_ABOUT THIS EXERCISE_
List each line of the data in which the string "Give" appears.

————————

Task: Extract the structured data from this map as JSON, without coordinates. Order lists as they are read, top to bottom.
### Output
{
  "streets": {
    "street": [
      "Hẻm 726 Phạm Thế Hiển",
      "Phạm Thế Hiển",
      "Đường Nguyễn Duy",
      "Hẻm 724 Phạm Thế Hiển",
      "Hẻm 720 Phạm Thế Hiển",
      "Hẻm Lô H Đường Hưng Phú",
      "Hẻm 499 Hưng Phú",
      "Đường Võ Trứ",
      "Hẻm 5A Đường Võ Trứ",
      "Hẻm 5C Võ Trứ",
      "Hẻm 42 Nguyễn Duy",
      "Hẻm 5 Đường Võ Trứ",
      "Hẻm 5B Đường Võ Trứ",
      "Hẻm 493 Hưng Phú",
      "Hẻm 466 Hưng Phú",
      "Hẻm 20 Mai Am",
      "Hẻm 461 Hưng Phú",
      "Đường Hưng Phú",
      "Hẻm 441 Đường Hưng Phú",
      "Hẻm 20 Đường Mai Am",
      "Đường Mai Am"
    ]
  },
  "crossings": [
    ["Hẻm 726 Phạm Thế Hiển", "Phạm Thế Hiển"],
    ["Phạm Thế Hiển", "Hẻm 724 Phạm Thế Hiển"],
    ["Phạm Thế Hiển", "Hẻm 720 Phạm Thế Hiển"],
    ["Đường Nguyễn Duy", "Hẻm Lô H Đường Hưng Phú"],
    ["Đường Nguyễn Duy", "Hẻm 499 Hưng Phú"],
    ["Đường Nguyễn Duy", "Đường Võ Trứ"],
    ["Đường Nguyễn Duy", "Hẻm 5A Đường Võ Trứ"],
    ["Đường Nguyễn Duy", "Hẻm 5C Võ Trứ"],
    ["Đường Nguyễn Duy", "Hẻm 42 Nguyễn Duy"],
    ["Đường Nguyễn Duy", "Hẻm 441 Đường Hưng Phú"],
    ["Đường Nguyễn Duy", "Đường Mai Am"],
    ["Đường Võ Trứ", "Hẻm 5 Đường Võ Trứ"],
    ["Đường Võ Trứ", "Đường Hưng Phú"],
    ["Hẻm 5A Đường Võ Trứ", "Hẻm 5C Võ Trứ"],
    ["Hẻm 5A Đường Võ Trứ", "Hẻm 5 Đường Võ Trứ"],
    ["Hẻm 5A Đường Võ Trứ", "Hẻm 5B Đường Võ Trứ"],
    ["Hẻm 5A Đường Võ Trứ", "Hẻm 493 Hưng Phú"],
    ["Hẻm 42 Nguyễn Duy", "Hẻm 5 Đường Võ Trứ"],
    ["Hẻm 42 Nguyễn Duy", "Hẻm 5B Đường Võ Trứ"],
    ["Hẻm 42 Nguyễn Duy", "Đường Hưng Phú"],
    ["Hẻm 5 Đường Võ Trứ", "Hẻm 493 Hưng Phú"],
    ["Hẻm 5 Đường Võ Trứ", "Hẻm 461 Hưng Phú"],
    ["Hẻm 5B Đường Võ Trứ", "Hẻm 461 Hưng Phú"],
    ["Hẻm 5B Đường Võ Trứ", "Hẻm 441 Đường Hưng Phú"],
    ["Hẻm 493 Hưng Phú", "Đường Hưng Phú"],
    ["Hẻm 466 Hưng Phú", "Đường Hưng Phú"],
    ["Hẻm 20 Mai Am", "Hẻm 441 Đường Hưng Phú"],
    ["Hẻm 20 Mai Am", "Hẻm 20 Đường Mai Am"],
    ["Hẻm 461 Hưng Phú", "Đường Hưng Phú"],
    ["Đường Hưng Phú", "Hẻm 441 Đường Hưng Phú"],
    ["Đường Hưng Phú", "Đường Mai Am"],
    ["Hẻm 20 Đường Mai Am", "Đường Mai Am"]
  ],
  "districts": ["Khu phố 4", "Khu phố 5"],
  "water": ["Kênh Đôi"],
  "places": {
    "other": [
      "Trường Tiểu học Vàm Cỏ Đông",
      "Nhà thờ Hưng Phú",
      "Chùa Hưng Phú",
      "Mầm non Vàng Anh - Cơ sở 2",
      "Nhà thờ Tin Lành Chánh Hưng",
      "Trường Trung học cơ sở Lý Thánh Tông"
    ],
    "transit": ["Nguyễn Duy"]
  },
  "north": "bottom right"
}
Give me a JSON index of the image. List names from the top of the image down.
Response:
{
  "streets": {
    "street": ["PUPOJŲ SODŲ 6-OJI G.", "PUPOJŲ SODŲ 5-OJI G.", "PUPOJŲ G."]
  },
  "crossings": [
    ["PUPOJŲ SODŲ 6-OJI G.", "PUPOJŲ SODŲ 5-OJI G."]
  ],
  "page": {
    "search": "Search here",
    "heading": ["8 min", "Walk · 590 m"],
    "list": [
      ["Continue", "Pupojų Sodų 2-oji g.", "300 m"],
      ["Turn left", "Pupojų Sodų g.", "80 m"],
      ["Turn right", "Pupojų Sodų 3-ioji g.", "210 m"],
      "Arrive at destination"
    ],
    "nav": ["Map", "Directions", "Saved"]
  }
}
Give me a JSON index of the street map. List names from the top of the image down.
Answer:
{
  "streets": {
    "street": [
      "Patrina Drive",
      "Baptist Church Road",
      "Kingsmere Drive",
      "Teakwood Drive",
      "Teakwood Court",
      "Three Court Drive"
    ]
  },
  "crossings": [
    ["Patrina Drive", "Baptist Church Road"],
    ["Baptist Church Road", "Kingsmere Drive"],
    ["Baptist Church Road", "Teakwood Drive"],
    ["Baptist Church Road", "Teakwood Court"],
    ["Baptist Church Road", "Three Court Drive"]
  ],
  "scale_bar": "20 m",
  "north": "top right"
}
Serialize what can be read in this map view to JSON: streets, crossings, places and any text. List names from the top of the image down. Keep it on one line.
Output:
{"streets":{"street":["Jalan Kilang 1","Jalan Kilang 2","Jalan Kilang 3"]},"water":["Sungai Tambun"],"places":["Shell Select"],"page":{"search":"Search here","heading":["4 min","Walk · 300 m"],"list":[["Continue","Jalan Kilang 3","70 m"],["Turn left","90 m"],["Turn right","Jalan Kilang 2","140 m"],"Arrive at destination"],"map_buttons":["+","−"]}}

————————

_ANSWER BELOW_
Give me a JSON index of the image. List names from the top of the image down.
Give me a JSON index of the street map. List names from the top of the image down.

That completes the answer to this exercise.